### [Aim of the task]
Starting at the top of the entries, restate word for word each line up to and including the one with "0 #bfc5c3) drop-shadow(-1px".
____ Entries supplied
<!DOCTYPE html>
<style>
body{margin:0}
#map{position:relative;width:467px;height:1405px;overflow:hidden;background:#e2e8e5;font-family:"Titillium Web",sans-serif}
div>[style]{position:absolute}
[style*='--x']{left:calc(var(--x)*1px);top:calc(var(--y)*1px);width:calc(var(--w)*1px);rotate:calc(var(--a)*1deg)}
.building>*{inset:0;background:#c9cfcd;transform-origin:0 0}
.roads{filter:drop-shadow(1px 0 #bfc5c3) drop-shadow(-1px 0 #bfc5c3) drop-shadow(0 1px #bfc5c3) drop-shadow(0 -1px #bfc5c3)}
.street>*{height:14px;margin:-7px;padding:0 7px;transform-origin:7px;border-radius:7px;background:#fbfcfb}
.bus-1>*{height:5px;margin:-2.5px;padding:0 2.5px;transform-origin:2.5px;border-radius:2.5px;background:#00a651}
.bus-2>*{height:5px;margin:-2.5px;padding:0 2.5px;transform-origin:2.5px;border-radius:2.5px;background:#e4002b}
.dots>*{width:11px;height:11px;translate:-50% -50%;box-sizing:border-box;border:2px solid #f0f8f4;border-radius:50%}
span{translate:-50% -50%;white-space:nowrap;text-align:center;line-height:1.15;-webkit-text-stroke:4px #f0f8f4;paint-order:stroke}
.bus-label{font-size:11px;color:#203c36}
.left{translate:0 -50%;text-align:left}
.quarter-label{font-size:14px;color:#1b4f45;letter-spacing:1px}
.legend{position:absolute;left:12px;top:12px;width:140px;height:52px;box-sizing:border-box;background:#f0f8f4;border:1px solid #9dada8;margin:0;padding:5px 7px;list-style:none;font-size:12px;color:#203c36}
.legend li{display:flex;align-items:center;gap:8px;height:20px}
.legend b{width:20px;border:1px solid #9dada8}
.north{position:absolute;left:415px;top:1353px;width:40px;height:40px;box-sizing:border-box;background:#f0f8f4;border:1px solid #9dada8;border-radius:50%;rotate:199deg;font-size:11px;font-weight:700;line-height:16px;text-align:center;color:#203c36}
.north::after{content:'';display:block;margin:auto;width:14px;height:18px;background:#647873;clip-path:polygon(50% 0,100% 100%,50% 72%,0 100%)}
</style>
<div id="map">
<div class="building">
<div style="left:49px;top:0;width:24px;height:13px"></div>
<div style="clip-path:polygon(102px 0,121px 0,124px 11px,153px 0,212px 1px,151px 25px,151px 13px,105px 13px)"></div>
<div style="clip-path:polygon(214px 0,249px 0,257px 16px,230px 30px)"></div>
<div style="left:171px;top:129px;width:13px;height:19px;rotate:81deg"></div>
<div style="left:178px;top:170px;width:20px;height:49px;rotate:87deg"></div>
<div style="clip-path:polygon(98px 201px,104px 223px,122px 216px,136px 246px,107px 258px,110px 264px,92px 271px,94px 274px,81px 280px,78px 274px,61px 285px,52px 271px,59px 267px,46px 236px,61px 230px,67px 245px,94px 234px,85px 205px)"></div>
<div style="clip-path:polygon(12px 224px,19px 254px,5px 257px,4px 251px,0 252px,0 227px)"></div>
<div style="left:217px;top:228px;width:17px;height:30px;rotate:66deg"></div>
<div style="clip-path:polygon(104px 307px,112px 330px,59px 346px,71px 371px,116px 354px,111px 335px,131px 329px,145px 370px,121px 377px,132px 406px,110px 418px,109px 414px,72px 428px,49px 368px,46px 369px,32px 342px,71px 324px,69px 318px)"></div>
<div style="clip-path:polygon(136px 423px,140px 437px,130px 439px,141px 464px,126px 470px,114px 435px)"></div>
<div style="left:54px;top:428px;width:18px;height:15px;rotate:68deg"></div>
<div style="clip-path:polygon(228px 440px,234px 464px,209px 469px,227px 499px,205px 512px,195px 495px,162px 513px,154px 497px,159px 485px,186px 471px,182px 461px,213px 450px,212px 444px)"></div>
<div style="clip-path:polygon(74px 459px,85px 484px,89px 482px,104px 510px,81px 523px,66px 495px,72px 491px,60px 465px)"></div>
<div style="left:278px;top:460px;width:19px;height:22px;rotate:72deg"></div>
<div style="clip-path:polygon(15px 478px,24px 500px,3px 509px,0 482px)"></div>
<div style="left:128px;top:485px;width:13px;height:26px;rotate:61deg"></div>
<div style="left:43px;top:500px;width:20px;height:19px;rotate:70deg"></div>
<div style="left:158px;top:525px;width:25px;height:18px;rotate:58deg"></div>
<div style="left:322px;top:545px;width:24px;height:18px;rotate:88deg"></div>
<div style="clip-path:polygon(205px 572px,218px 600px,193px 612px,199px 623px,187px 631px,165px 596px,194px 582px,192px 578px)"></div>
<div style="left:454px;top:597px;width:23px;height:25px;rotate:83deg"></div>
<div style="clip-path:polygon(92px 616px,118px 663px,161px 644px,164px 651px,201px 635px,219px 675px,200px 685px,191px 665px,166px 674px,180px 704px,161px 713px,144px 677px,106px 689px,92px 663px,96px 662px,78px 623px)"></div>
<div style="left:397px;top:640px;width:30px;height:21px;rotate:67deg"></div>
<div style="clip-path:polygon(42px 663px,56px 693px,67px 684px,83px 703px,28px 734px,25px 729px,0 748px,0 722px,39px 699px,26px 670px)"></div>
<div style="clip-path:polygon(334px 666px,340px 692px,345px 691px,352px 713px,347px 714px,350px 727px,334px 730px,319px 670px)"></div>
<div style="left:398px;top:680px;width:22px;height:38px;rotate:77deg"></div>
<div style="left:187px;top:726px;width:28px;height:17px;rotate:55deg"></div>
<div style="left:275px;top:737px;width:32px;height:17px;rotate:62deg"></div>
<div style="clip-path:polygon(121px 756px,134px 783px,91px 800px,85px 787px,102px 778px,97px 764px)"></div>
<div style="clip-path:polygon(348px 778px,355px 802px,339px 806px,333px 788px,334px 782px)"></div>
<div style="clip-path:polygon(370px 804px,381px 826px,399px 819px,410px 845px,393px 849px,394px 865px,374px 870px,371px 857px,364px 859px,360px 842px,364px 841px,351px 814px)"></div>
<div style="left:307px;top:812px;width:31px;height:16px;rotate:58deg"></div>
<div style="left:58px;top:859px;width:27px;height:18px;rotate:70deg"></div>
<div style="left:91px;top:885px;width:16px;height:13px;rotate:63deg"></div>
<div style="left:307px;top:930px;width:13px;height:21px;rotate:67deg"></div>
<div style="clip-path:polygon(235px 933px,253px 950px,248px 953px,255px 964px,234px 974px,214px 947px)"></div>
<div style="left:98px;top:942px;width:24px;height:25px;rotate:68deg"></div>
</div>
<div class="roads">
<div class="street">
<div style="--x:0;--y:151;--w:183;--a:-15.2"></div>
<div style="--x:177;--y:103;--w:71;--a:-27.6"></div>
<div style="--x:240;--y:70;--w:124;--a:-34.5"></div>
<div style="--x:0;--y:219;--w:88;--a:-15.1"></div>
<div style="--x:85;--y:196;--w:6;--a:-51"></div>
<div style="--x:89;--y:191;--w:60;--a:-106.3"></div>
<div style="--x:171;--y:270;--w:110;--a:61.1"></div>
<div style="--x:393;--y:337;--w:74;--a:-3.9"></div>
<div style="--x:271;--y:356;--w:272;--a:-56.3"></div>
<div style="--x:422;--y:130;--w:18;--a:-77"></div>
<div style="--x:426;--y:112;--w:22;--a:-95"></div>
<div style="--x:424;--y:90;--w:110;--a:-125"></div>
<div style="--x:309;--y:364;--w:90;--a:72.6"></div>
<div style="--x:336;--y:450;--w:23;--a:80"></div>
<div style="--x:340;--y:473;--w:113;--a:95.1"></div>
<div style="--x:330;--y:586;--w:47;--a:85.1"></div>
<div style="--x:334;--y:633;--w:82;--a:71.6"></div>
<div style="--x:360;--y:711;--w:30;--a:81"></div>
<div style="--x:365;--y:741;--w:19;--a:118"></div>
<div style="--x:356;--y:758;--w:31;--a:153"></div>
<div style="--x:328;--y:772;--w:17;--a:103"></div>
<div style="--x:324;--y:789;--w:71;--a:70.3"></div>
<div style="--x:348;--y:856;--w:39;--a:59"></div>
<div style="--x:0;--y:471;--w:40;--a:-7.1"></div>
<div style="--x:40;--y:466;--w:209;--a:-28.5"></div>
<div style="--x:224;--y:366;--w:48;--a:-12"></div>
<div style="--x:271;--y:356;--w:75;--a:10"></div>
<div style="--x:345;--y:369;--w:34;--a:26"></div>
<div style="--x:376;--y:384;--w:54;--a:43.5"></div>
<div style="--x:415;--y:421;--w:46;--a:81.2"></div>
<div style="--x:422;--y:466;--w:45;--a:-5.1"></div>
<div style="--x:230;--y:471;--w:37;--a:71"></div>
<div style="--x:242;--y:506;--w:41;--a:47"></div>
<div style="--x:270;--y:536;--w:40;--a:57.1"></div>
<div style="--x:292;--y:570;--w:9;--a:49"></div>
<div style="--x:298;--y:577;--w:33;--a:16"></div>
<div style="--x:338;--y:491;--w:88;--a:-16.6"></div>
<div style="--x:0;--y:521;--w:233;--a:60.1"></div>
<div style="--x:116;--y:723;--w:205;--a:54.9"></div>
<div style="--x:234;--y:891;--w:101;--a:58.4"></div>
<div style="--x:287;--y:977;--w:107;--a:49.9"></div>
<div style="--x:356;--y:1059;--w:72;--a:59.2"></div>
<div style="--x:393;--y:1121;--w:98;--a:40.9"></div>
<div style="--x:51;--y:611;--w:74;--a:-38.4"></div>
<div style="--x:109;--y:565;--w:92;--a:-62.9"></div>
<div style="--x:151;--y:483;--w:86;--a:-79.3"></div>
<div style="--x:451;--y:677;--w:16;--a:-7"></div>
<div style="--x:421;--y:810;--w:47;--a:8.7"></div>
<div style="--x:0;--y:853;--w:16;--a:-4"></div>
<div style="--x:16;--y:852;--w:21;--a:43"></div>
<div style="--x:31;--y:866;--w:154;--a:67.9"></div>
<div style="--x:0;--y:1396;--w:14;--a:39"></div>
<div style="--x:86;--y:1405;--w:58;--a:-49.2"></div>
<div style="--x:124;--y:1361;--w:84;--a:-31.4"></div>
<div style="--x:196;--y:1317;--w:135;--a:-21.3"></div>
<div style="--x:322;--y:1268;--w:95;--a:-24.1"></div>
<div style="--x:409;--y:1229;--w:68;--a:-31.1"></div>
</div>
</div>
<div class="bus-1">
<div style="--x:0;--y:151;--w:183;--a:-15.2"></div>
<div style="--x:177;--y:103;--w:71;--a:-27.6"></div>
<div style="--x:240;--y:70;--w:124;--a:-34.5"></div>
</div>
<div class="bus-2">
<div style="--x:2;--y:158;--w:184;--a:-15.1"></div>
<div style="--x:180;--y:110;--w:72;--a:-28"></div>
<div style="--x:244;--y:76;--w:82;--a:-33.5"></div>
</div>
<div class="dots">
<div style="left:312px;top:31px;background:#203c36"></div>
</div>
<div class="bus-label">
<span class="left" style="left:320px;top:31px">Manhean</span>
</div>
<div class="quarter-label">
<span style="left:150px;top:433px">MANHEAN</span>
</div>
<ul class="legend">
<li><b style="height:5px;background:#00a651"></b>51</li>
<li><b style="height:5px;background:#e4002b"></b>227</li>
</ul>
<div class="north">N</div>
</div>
________
### [Expected answer]
<!DOCTYPE html>
<style>
body{margin:0}
#map{position:relative;width:467px;height:1405px;overflow:hidden;background:#e2e8e5;font-family:"Titillium Web",sans-serif}
div>[style]{position:absolute}
[style*='--x']{left:calc(var(--x)*1px);top:calc(var(--y)*1px);width:calc(var(--w)*1px);rotate:calc(var(--a)*1deg)}
.building>*{inset:0;background:#c9cfcd;transform-origin:0 0}
.roads{filter:drop-shadow(1px 0 #bfc5c3) drop-shadow(-1px 0 #bfc5c3) drop-shadow(0 1px #bfc5c3) drop-shadow(0 -1px #bfc5c3)}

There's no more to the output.